Eventually the bones were picked up and were taken to the minister. After returning, initially Telfair was showered with large stones – but then the activity lessened.
The next day, another Sunday, the stone throwing began again, along with movement of other heavy items. Fires were started but were put out by neighbours. One of the children was illuminated by an unearthly radiance, which followed him into the house.
The following morning Mackie found a letter outside the house. It was bedaubed in blood and appeared to accuse an unnamed resident of the house of murder. All those who had lived there were brought to the farm but no determination of guilt could be made, even after they had all touched the bones (known as a ‘beirricht’, a way of trying to find the culprit: if the murderer was present the remains would ooze blood).
Five ministers decided to stay in the house, along with local men, praying and fasting. They were, of course, attacked with large stones and a hole was made through the thatch of the roof and the barn door was smashed along with part of the wall. They also felt as if they a hand was clasped around the legs.
Things did not improve, not matter how much praying they did.

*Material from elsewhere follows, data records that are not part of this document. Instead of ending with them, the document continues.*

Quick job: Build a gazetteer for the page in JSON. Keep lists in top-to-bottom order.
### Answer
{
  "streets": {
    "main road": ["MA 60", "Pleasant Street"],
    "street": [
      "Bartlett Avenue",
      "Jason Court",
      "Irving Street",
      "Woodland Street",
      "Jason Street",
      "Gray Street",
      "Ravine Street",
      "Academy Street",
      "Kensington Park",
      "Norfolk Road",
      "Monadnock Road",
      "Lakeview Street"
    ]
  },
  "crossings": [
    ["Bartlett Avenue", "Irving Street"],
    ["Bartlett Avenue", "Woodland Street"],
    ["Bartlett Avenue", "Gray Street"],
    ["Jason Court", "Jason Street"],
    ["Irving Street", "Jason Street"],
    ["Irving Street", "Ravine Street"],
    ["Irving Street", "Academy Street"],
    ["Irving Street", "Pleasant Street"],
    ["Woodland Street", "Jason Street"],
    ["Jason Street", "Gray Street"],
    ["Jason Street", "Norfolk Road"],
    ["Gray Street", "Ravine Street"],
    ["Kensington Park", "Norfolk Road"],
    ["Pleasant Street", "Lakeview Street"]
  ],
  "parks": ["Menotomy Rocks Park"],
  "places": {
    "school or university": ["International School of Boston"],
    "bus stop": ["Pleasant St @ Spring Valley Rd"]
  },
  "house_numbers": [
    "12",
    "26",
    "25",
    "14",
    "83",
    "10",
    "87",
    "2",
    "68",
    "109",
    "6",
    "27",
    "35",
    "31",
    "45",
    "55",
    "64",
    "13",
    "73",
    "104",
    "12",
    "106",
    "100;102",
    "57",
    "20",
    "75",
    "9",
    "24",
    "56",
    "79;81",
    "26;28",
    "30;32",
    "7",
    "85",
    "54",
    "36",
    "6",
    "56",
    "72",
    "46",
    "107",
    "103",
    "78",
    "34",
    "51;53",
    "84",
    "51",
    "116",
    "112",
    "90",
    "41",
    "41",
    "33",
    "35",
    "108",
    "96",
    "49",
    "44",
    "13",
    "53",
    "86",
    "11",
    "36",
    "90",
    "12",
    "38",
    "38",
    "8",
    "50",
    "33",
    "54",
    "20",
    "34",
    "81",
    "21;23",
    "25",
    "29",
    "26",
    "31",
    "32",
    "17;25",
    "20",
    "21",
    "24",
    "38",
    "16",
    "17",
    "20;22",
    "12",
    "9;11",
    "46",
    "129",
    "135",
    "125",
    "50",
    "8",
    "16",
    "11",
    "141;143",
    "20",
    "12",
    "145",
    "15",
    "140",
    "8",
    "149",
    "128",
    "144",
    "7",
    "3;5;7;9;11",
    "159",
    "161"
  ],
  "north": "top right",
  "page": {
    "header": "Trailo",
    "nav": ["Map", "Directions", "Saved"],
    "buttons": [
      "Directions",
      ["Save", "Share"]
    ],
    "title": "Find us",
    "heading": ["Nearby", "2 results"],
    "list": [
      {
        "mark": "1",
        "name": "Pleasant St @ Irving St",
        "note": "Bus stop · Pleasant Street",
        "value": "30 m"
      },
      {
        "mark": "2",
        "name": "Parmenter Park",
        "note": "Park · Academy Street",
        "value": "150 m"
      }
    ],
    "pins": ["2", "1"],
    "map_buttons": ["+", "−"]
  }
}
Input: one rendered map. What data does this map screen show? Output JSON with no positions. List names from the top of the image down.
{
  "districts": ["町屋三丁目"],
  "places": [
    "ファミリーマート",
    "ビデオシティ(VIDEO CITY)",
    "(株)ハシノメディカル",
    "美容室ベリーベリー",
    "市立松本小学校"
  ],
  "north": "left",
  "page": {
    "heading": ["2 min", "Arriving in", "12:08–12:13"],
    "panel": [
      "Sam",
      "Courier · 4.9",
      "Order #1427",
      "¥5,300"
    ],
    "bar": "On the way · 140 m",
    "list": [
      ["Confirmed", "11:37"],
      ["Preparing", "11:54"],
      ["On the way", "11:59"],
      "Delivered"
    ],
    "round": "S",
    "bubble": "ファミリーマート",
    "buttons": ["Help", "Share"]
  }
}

When a man brought a dead polecat (killed by his dog on the way to the farm) into the house, they were all beaten with it, and a man felt as if a hand was thrust into his pocket and was so scared he vomited. A spade and a sieve were thrown about, and the whistling returned along with shouted words.
At this point, on the 16th of April, the Mackies finally left their house, although why it had taken until then seems madness on their part.
Activity diminished except for some trouble with the cattle, and when they came back little initially happened.
Within a few days, however, all hell was let loose: people were again pelted with rocks, fires were started, mud was thrown in the face of those at prayer, and people were beaten with staves. A voice also began to curse and shout at them, swearing that they were witches and rooks – and telling them they would be taken to Hell.
Mackie held a conversation with the spirit, and a voice said to him:
‘God gave me a commission, and I am sent to warn you the land to repent; for a judgement is to come if the land do not quickly repent, and I will return a hundred times worse upon every family in the land.’
Then it said, ‘Praise me, and I will whistle to you. Worship me, and I will trouble you no more’.
Mackie refused and the next day, a Sunday, the house was set on fire no less than seven times, although again they managed to extinguish the flames. One of the gables of the house was then demolished, and those present retired to the stable. But the violence followed them. One of the children was dragged from their resting place, and a beam was then suspended above the others, with the words,
‘If I had a commission I would brain them!’
That Monday the fire raising continued, no matter that they had removed all combustible material from around the farm.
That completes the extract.